The striatum is infected later than PFC and hippocampus (Solbrig et al., 1994 and Solbrig et al., 1998), has less neovascularization and tissue remodeling (Solbrig et al., 2010), and similar viral quantification across groups in this study. We see “same virus, more pathology”, for example, increased ED1 staining per microscopic field in
striatum of WIN BI 6727 research buy and BD rats compared to HU-treated rats. Thus, in striatum, a structure normalized for virus, degree of inflammatory neuropathology is a reflection of anti-inflammatory efficacy of a drug treatment, not virus. In PFC, where neuropathology appears more advanced and vRNA numbers more divergent, there was no clear association between virus and either pro- or anti-inflammatory effects across the 3 groups. And finally, in hippocampus, HU produced a modest reduction in vRNA, with the mechanism of effect on virus not known. The multiple factors involved SAHA HDAC chemical structure in Borna Disease expression and progression under cannabinoid treatment cannot be completely reconciled using a single in vivo system, and a systematic approach integrated across several experimental domains will be required.
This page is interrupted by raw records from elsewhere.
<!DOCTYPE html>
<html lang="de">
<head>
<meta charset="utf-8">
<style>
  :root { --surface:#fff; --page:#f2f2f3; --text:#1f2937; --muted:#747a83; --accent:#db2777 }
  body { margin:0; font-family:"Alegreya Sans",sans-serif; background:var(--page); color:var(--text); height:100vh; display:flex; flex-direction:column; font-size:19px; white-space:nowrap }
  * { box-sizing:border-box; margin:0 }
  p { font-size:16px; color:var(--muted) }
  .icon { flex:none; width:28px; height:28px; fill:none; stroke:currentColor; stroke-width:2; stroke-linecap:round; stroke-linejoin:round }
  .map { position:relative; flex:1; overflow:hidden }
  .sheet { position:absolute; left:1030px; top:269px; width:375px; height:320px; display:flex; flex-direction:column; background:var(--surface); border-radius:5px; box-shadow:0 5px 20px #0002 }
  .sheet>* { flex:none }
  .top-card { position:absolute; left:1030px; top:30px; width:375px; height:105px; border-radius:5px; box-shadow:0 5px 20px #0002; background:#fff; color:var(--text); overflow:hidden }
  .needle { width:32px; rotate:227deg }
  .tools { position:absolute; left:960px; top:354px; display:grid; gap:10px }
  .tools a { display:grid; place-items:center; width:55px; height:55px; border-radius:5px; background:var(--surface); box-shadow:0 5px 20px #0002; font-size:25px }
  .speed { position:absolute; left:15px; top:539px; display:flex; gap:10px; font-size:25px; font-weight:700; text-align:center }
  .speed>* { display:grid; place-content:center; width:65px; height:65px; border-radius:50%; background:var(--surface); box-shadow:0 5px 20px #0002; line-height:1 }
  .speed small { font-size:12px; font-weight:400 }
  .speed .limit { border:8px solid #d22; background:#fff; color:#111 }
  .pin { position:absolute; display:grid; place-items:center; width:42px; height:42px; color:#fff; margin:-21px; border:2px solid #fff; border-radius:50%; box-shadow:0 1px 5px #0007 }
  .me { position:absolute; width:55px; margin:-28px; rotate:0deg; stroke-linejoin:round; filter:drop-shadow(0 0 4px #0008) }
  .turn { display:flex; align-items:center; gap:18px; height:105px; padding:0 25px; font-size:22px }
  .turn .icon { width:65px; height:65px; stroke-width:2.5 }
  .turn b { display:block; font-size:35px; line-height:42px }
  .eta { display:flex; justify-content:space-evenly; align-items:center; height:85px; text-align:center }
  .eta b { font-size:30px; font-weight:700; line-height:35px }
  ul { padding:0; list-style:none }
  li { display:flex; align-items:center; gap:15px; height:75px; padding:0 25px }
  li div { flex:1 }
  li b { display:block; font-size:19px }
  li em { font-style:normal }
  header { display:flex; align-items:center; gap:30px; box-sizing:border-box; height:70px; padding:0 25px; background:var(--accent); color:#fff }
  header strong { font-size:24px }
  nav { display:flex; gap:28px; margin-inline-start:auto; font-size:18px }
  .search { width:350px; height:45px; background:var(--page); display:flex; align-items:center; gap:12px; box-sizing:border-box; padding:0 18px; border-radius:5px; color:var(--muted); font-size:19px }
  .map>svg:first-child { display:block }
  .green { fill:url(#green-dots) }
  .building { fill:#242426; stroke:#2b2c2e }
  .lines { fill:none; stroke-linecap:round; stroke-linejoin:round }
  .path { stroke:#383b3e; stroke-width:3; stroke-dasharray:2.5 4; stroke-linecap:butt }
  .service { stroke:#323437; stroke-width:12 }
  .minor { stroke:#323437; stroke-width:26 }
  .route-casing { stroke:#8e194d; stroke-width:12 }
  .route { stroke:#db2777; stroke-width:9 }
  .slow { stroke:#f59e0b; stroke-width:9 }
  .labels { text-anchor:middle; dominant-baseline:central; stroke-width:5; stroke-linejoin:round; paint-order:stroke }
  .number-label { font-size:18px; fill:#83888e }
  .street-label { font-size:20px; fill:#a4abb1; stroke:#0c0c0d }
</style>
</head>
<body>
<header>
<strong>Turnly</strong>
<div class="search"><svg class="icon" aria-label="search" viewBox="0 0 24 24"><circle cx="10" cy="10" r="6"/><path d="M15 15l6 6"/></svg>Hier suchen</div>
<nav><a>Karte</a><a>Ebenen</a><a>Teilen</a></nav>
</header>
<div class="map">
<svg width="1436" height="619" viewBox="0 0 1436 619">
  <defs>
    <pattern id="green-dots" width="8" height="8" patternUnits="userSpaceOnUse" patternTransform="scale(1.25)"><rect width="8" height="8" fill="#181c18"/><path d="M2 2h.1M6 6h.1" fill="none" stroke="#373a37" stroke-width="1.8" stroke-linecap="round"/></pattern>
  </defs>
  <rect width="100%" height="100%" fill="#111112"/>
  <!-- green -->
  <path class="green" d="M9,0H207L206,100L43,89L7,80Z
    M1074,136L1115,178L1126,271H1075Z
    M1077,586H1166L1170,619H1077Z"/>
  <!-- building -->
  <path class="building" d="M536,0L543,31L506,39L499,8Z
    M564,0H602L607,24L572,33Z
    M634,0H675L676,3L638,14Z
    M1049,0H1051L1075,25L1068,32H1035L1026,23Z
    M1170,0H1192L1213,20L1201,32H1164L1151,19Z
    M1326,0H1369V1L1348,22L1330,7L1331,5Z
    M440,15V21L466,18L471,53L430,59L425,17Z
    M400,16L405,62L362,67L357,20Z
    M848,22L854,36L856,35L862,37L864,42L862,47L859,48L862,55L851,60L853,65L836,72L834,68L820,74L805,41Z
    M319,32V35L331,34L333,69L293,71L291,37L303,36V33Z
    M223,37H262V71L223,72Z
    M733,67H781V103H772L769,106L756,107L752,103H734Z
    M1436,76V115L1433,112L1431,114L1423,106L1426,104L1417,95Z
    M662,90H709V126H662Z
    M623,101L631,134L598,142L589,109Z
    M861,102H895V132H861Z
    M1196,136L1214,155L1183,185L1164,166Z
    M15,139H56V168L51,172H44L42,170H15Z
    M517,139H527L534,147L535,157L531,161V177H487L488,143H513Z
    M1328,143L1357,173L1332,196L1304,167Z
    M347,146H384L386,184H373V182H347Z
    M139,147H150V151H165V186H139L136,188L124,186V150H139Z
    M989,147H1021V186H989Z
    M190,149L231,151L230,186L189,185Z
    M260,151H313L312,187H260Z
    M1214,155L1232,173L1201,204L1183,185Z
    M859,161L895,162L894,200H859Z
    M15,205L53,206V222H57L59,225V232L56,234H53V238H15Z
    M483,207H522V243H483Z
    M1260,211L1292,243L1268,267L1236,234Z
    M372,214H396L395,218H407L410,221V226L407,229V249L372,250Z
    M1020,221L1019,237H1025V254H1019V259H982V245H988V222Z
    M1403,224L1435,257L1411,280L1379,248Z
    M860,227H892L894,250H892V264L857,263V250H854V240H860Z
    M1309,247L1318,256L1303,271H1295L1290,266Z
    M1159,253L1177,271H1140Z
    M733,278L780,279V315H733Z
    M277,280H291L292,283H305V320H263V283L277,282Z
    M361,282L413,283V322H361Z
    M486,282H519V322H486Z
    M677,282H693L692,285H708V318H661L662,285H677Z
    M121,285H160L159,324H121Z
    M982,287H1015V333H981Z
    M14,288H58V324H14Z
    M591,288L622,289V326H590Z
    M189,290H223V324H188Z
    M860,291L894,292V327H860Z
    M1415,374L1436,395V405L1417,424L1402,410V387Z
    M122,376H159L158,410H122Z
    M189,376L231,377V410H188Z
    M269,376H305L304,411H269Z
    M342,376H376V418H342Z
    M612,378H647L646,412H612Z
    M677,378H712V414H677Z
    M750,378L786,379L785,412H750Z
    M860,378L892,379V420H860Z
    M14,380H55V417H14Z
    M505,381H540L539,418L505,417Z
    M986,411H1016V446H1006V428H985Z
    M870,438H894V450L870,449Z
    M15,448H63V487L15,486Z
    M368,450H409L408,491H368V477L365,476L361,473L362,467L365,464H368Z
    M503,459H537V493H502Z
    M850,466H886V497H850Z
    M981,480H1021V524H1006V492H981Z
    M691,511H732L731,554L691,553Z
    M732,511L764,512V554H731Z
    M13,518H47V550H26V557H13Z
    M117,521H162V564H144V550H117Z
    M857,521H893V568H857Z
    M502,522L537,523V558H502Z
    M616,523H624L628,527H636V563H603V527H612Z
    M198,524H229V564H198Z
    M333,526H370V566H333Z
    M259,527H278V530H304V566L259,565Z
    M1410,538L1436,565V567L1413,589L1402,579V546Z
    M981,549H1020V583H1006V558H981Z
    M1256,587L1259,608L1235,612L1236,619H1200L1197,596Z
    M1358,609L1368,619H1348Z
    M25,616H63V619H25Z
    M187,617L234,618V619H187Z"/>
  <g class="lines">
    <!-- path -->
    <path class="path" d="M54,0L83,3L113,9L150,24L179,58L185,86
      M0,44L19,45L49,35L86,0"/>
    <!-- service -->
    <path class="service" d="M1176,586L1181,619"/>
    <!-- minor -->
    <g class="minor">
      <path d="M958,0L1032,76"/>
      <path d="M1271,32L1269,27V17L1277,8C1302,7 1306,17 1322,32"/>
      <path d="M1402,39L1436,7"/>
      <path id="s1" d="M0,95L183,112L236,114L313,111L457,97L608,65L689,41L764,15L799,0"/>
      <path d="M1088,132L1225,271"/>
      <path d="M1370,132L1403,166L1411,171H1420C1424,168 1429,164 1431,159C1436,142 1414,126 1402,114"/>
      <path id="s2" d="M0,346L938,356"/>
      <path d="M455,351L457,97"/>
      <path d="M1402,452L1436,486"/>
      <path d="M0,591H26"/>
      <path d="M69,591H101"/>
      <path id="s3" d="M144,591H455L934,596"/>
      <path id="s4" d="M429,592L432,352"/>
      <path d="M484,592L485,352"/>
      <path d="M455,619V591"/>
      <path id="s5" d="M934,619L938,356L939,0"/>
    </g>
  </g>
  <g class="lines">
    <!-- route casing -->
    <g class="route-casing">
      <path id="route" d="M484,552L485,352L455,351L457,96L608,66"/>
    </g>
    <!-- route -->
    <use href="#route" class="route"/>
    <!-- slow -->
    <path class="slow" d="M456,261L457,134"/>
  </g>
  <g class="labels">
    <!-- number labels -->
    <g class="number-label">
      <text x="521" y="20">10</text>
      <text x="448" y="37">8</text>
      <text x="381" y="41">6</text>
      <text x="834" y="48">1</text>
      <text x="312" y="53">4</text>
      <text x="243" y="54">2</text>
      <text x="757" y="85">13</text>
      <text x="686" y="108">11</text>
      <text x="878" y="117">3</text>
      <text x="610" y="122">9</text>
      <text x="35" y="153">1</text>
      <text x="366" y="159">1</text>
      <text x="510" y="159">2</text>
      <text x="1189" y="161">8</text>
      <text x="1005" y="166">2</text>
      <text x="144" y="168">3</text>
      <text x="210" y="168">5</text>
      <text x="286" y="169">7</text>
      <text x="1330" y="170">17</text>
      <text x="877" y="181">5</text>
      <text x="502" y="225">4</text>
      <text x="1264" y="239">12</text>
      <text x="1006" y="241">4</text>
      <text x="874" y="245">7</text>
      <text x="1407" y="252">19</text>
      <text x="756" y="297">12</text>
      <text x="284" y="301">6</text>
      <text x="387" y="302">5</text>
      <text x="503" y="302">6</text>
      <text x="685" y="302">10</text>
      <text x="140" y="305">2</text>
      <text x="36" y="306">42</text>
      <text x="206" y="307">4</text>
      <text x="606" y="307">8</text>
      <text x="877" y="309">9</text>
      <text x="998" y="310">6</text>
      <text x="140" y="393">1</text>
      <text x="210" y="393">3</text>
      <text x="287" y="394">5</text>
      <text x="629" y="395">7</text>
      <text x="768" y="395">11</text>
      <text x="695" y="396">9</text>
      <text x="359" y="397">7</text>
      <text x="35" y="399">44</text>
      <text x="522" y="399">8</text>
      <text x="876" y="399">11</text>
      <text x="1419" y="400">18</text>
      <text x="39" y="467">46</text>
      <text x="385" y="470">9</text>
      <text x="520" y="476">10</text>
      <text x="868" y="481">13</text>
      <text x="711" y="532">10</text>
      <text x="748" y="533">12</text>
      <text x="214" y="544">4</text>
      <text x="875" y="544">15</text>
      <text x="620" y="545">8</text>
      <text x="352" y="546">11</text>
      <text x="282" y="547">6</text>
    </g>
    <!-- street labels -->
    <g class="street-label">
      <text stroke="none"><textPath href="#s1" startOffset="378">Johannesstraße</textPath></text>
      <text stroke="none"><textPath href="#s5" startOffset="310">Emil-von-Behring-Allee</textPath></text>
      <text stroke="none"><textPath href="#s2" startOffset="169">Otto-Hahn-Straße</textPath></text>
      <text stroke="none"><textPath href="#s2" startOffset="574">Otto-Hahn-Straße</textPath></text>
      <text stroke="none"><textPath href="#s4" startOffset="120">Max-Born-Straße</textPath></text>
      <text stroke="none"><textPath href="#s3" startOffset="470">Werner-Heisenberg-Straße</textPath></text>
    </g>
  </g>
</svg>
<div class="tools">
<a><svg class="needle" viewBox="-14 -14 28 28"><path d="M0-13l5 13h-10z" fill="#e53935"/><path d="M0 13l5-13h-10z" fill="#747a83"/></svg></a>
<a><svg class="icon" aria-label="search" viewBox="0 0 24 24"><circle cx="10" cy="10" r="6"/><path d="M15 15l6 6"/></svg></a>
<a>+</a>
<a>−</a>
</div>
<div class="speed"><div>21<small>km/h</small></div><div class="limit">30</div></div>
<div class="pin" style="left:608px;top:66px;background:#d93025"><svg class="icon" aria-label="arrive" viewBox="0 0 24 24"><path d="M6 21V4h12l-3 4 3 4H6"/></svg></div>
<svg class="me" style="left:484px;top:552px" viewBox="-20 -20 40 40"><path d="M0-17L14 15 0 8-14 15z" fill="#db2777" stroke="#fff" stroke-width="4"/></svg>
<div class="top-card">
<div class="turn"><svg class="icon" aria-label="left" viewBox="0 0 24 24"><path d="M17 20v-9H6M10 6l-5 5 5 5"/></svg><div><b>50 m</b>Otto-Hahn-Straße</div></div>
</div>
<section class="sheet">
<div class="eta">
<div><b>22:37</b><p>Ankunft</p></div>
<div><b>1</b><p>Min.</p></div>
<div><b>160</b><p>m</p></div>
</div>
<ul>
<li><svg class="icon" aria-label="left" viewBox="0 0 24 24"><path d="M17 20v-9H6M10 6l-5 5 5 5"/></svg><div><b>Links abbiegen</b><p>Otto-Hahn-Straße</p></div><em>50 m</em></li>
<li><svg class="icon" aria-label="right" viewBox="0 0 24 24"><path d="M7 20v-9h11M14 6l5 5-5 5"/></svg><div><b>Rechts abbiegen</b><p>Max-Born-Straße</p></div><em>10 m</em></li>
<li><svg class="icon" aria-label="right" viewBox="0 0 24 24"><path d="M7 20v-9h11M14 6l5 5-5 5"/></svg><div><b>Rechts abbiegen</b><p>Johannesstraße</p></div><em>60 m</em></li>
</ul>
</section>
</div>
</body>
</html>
Our current results introduce
the possibility that CB2 R agonist-induced changes at cellular, tissue, or systems level could have a role in reducing productive infections by BDV, may be generalizable to other neurotropic viruses, and provide a mechanism of neuroprotection beyond reduction of inflammation. Our results also improve upon past trials managing BDV encephalitis in rats with aggressive immunosuppressive therapy that resulted in dissemination and unusual distribution of virus beyond the CNS (Stitz et al., 1991). In summary, upregulation of CB2 expression under different pathophysiological conditions has been reported in several experimental paradigms and disease states with inflammatory or degenerative processes, diseases that have in common
glial activation, inflammation, oxidative/nitrative stress, and degeneration. Targeting of CB2 receptors with selective agonists is a new therapeutic avenue in inflammatory degenerative disorders for reduction of neuroinflammation. Our experiments show HU-308 activation of CB2 receptors, receptors known to be renewed SB-3CT during microglia proliferation and action, is a nontolerizing mechanism of controlling CNS inflammation during viral encephalitis and uses a nonpsychotropic cannabinoid agonist. Contrast with WIN will help inform decisions in use of newly developed cannabinoid agonists as accessory therapy. Male Lewis rats (Charles River Labs, Wilmington, MA, USA) were group housed on a 12 h light–dark cycle with ad libitum access to food and water. All experimental procedures were performed in compliance with the institutional (University of Manitoba) and Policy for the Humane Care and Use of Laboratory Animals guidelines.